> _Exercise details_:
Return all the lines below exactly. Any picture among them is omitted.

> _Data shown_:

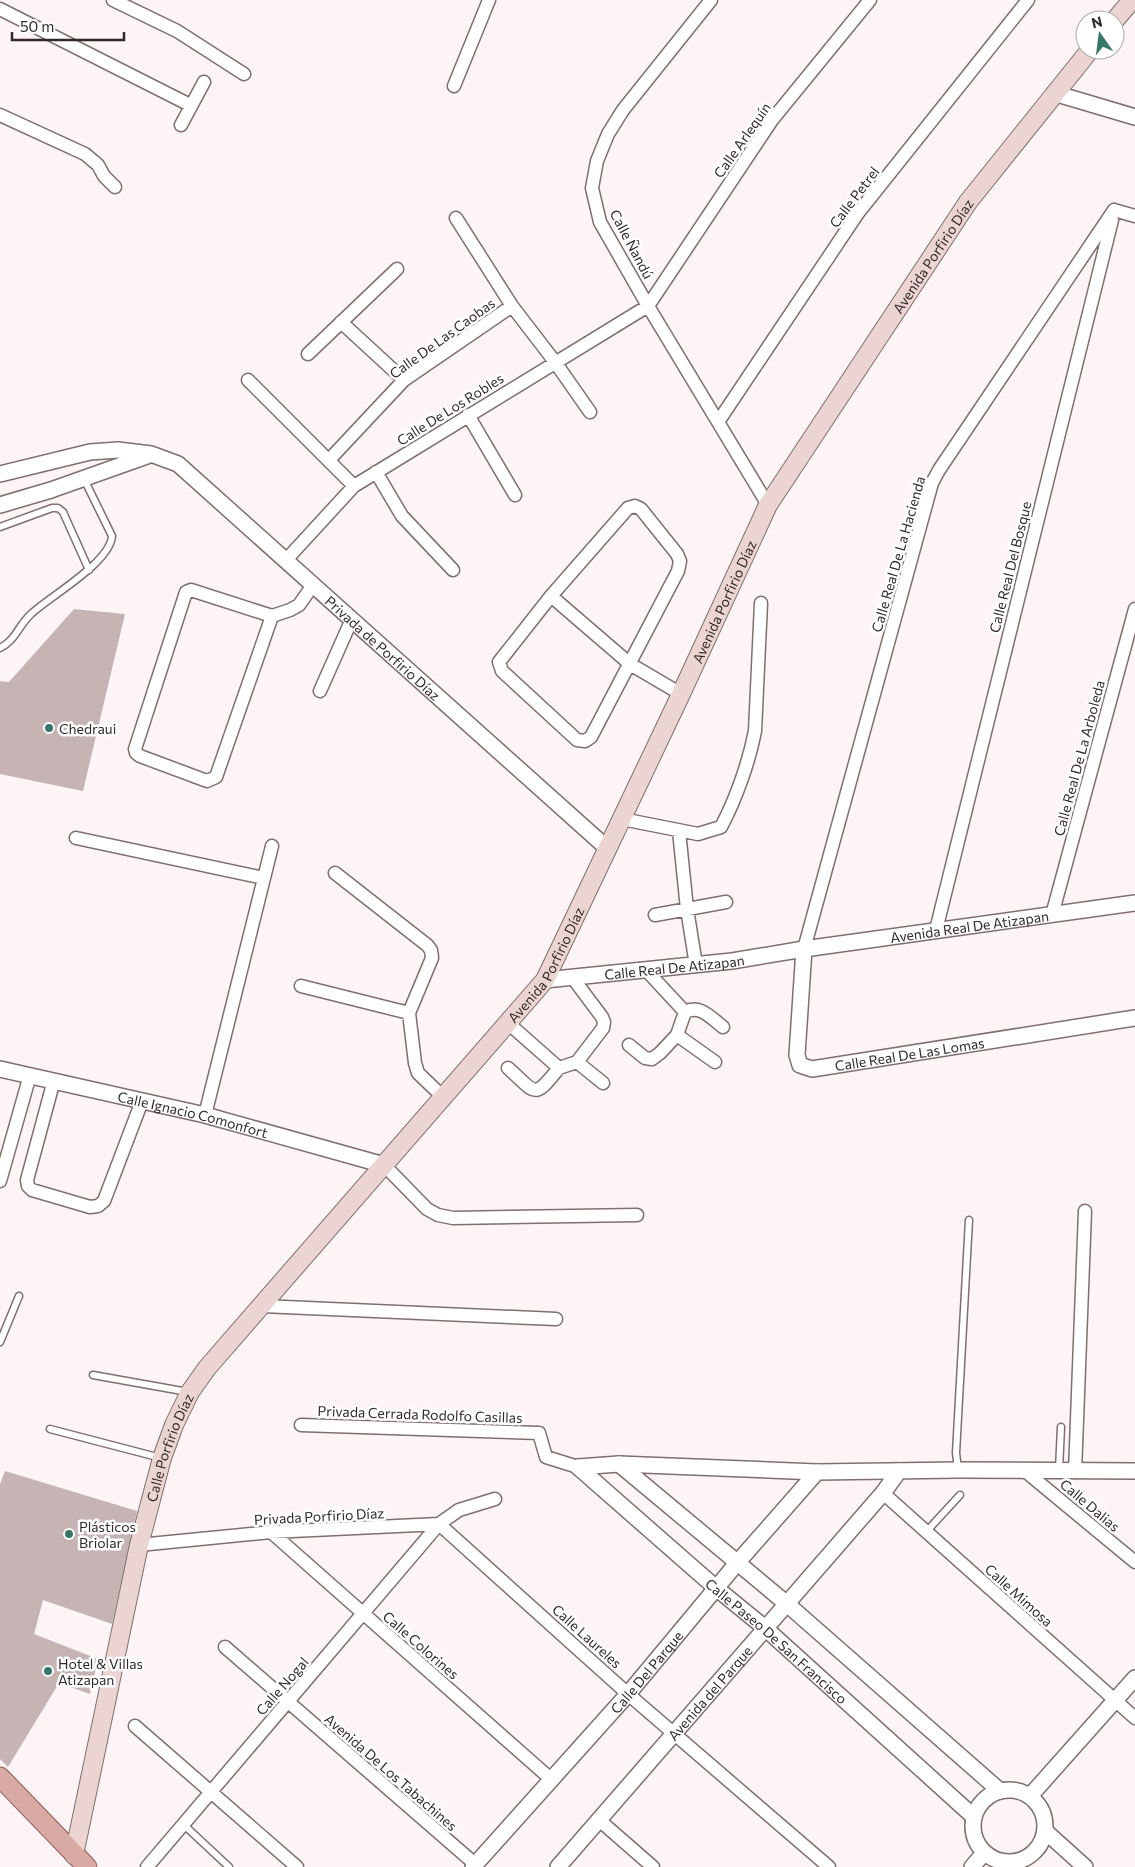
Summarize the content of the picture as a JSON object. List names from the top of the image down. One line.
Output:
{"streets":{"main road":["Avenida Porfirio Díaz","Calle Porfirio Díaz"],"street":["Calle Arlequín","Calle Petrel","Calle Ñandú","Calle De Las Caobas","Calle De Los Robles","Calle Real De La Hacienda","Calle Real Del Bosque","Privada de Porfirio Díaz","Calle Real De La Arboleda","Avenida Real De Atizapan","Calle Real De Atizapan","Calle Real De Las Lomas","Calle Ignacio Comonfort","Privada Cerrada Rodolfo Casillas","Calle Dalias","Privada Porfirio Díaz","Calle Mimosa","Calle Laureles","Calle Paseo De San Francisco","Calle Colorines","Calle Del Parque","Calle Nogal","Avenida del Parque","Avenida De Los Tabachines"]},"crossings":[["Calle Arlequín","Calle Ñandú"],["Calle Arlequín","Calle De Los Robles"],["Calle Petrel","Calle Ñandú"],["Calle Ñandú","Avenida Porfirio Díaz"],["Calle Ñandú","Calle De Los Robles"],["Avenida Porfirio Díaz","Privada de Porfirio Díaz"],["Avenida Porfirio Díaz","Calle Real De Atizapan"],["Avenida Porfirio Díaz","Calle Ignacio Comonfort"],["Avenida Porfirio Díaz","Calle Porfirio Díaz"],["Calle De Los Robles","Privada de Porfirio Díaz"],["Calle Real De La Hacienda","Calle Real Del Bosque"],["Calle Real De La Hacienda","Avenida Real De Atizapan"],["Calle Real De La Hacienda","Calle Real De Atizapan"],["Calle Real De La Hacienda","Calle Real De Las Lomas"],["Calle Real Del Bosque","Avenida Real De Atizapan"],["Calle Real De La Arboleda","Avenida Real De Atizapan"],["Avenida Real De Atizapan","Calle Real De Atizapan"],["Avenida Real De Atizapan","Calle Real De Las Lomas"],["Calle Real De Atizapan","Calle Real De Las Lomas"],["Calle Ignacio Comonfort","Calle Porfirio Díaz"],["Privada Cerrada Rodolfo Casillas","Calle Paseo De San Francisco"],["Calle Porfirio Díaz","Privada Porfirio Díaz"],["Privada Porfirio Díaz","Calle Laureles"],["Privada Porfirio Díaz","Calle Colorines"],["Privada Porfirio Díaz","Calle Nogal"],["Calle Mimosa","Avenida del Parque"],["Calle Laureles","Calle Del Parque"],["Calle Laureles","Calle Nogal"],["Calle Laureles","Avenida del Parque"],["Calle Paseo De San Francisco","Calle Del Parque"],["Calle Paseo De San Francisco","Avenida del Parque"],["Calle Colorines","Calle Del Parque"],["Calle Colorines","Calle Nogal"],["Calle Del Parque","Avenida De Los Tabachines"],["Calle Nogal","Avenida De Los Tabachines"]],"places":["Chedraui","Plásticos Briolar","Hotel & Villas Atizapan"],"scale_bar":"50 m","north":"top"}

> _Result of the exercise_:
Summarize the content of the picture as a JSON object. List names from the top of the image down. One line.
Output:
{"streets":{"main road":["Avenida Porfirio Díaz","Calle Porfirio Díaz"],"street":["Calle Arlequín","Calle Petrel","Calle Ñandú","Calle De Las Caobas","Calle De Los Robles","Calle Real De La Hacienda","Calle Real Del Bosque","Privada de Porfirio Díaz","Calle Real De La Arboleda","Avenida Real De Atizapan","Calle Real De Atizapan","Calle Real De Las Lomas","Calle Ignacio Comonfort","Privada Cerrada Rodolfo Casillas","Calle Dalias","Privada Porfirio Díaz","Calle Mimosa","Calle Laureles","Calle Paseo De San Francisco","Calle Colorines","Calle Del Parque","Calle Nogal","Avenida del Parque","Avenida De Los Tabachines"]},"crossings":[["Calle Arlequín","Calle Ñandú"],["Calle Arlequín","Calle De Los Robles"],["Calle Petrel","Calle Ñandú"],["Calle Ñandú","Avenida Porfirio Díaz"],["Calle Ñandú","Calle De Los Robles"],["Avenida Porfirio Díaz","Privada de Porfirio Díaz"],["Avenida Porfirio Díaz","Calle Real De Atizapan"],["Avenida Porfirio Díaz","Calle Ignacio Comonfort"],["Avenida Porfirio Díaz","Calle Porfirio Díaz"],["Calle De Los Robles","Privada de Porfirio Díaz"],["Calle Real De La Hacienda","Calle Real Del Bosque"],["Calle Real De La Hacienda","Avenida Real De Atizapan"],["Calle Real De La Hacienda","Calle Real De Atizapan"],["Calle Real De La Hacienda","Calle Real De Las Lomas"],["Calle Real Del Bosque","Avenida Real De Atizapan"],["Calle Real De La Arboleda","Avenida Real De Atizapan"],["Avenida Real De Atizapan","Calle Real De Atizapan"],["Avenida Real De Atizapan","Calle Real De Las Lomas"],["Calle Real De Atizapan","Calle Real De Las Lomas"],["Calle Ignacio Comonfort","Calle Porfirio Díaz"],["Privada Cerrada Rodolfo Casillas","Calle Paseo De San Francisco"],["Calle Porfirio Díaz","Privada Porfirio Díaz"],["Privada Porfirio Díaz","Calle Laureles"],["Privada Porfirio Díaz","Calle Colorines"],["Privada Porfirio Díaz","Calle Nogal"],["Calle Mimosa","Avenida del Parque"],["Calle Laureles","Calle Del Parque"],["Calle Laureles","Calle Nogal"],["Calle Laureles","Avenida del Parque"],["Calle Paseo De San Francisco","Calle Del Parque"],["Calle Paseo De San Francisco","Avenida del Parque"],["Calle Colorines","Calle Del Parque"],["Calle Colorines","Calle Nogal"],["Calle Del Parque","Avenida De Los Tabachines"],["Calle Nogal","Avenida De Los Tabachines"]],"places":["Chedraui","Plásticos Briolar","Hotel & Villas Atizapan"],"scale_bar":"50 m","north":"top"}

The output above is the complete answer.